(FYI: Spoilers, obviously.)
So… yeah. It’s okay. It really doesn’t deserve the critical beating it’s taking; it’s certainly more entertaining than, say, Daredevil (which has a Rottentomatoes score nearly double that of Green Lantern) or Ghost Rider (three percent higher) or Spider-Man 3 (forty percent higher). Ryan Reynolds gives a strong performance, as expected; Mark Strong is a very good Sinestro (despite his disappointing amount of screen time), Geoffrey Rush is simply charming as the voice of Tomar-Re (making him a clear audience favorite), the effects look much better than they did in the trailer, and the direction and editing is as professional as one would expect from Martin Campbell, who makes easy-to-follow-with-your-eyes action movies and was largely the reason The Mask of Zorro was as good as it was.

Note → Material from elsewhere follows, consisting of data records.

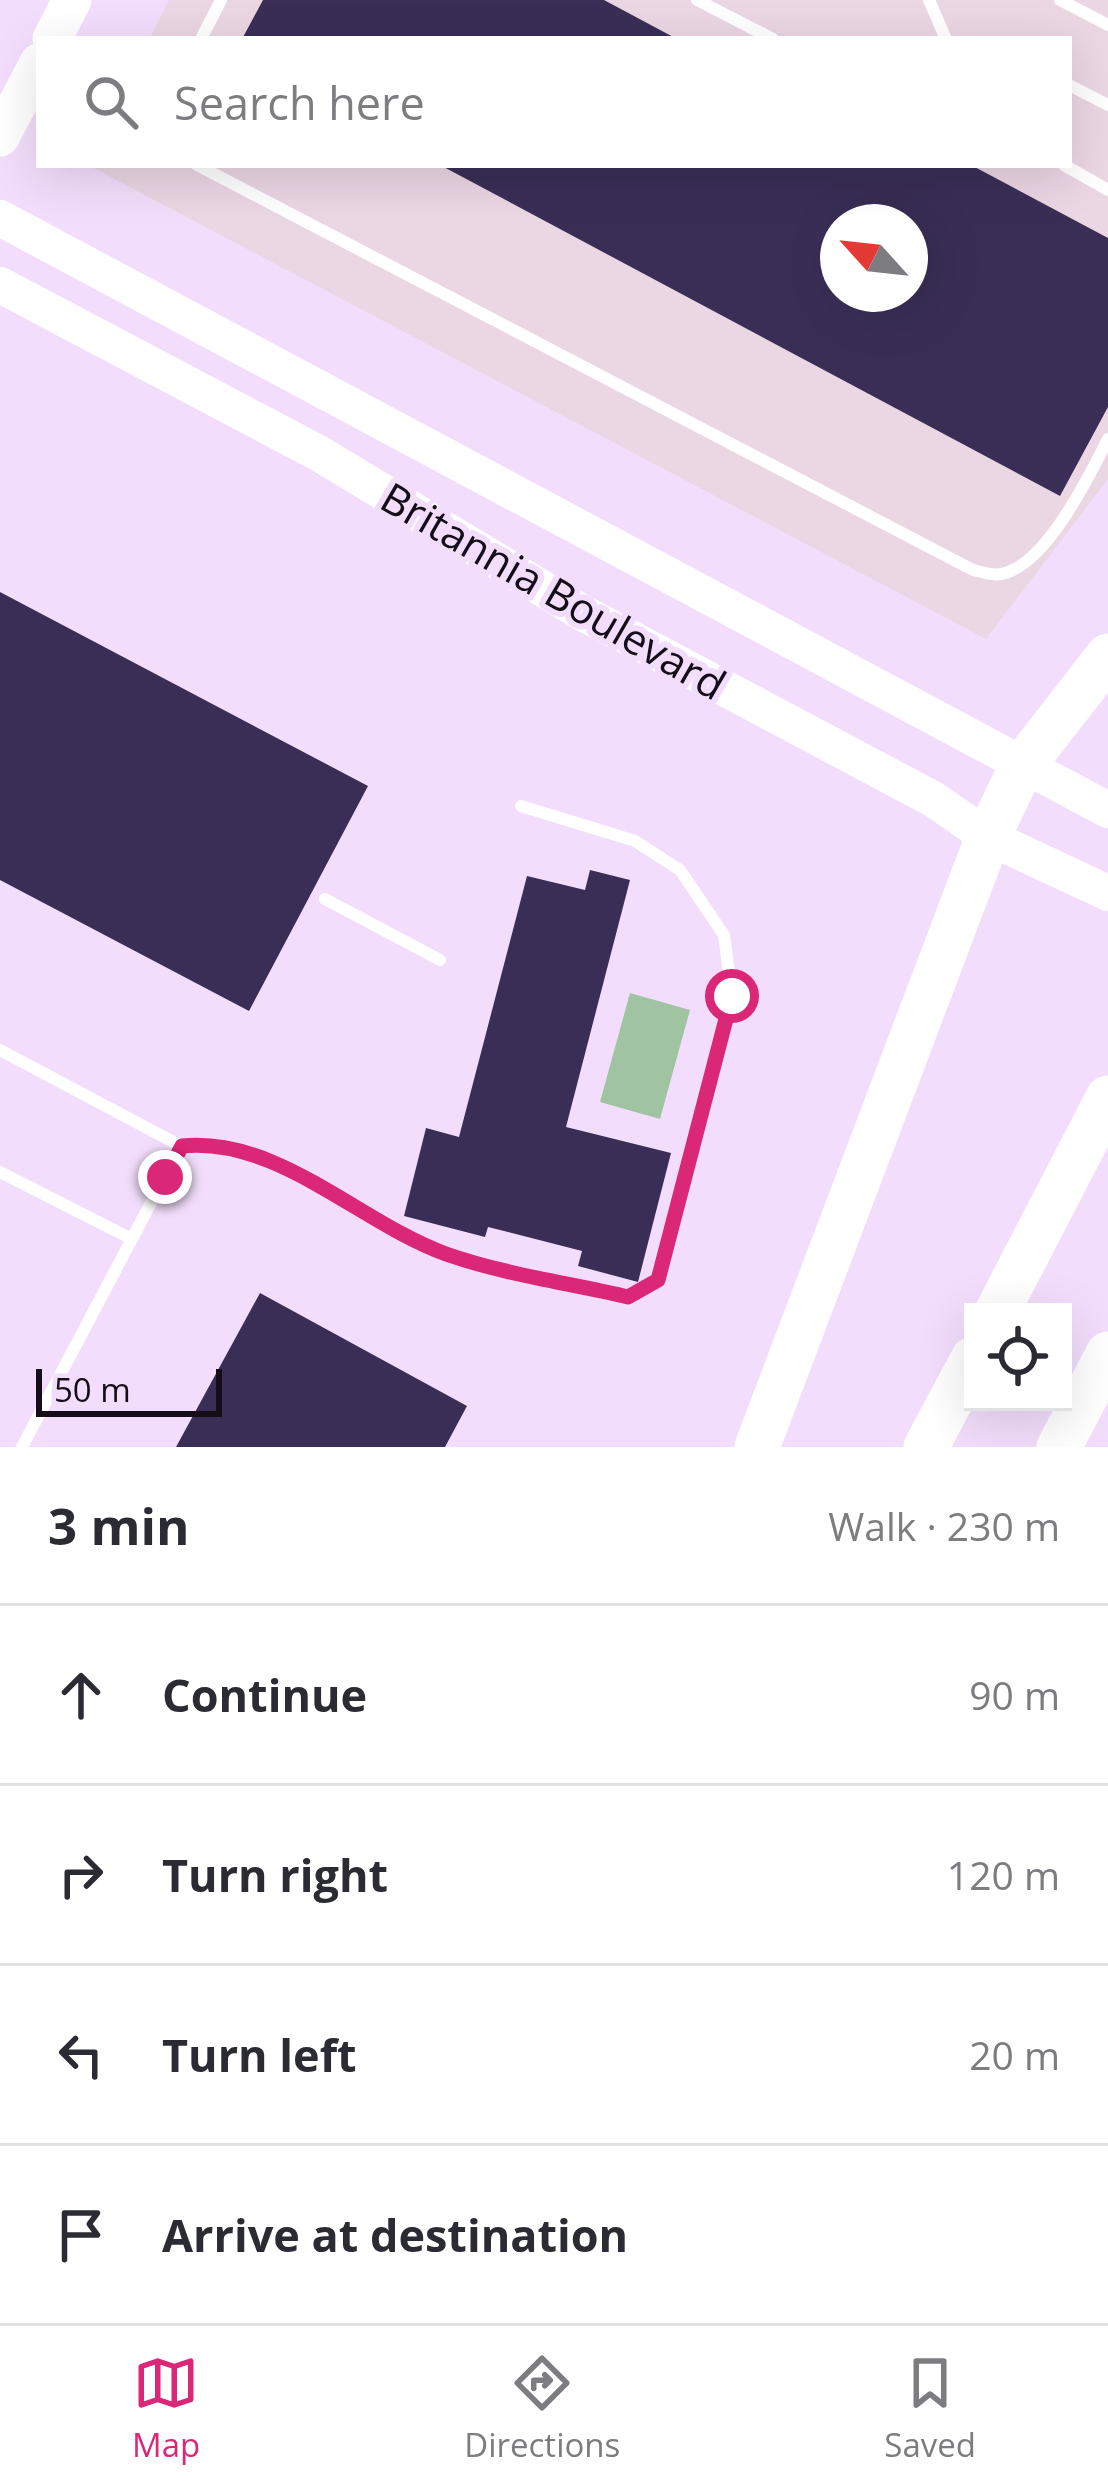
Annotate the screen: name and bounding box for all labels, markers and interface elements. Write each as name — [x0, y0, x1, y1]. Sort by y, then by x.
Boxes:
search box — [36, 36, 1072, 168]
icon: search — [78, 69, 144, 135]
text: Search here — [174, 72, 425, 133]
north arrow — [820, 204, 928, 312]
street label: Britannia Boulevard — [371, 468, 737, 712]
route start — [705, 969, 759, 1023]
route end — [138, 1150, 192, 1204]
map controls — [964, 1303, 1072, 1411]
button: locate — [964, 1303, 1072, 1411]
scale bar — [36, 1363, 222, 1416]
text: 50 m — [54, 1367, 131, 1412]
text: 3 min — [48, 1490, 190, 1560]
text: Walk · 230 m — [828, 1499, 1060, 1552]
icon: ahead — [48, 1662, 114, 1728]
text: Continue — [162, 1664, 367, 1725]
text: 90 m — [969, 1668, 1060, 1721]
icon: right — [48, 1842, 114, 1908]
text: Turn right — [162, 1844, 388, 1905]
text: 120 m — [947, 1848, 1060, 1901]
icon: left — [48, 2022, 114, 2088]
text: Turn left — [162, 2024, 357, 2085]
text: 20 m — [969, 2028, 1060, 2081]
icon: arrive — [48, 2202, 114, 2268]
text: Arrive at destination — [162, 2204, 628, 2265]
tab: Map — [132, 2350, 200, 2467]
tab: Directions — [464, 2350, 620, 2467]
tab: Saved — [884, 2350, 976, 2467]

But it’s not especially good either, and I think the reason it’s getting such a critical drubbing is because instinctively we all recognize one thing: Green Lantern is, from a writer’s perspective, slow-pitch softball. Of all the DC heroes, the only superhero with an origin story that lends itself to film so smoothly is Batman – even Superman doesn’t have as simple and easy-to-write an origin story as Green Lantern does (because Superman’s powers are part of who he is rather than something that happens to him, which makes all the difference in the world). Guy gets ring, guy is exposed to wider universe because of ring, guy has adventure with ring. Done.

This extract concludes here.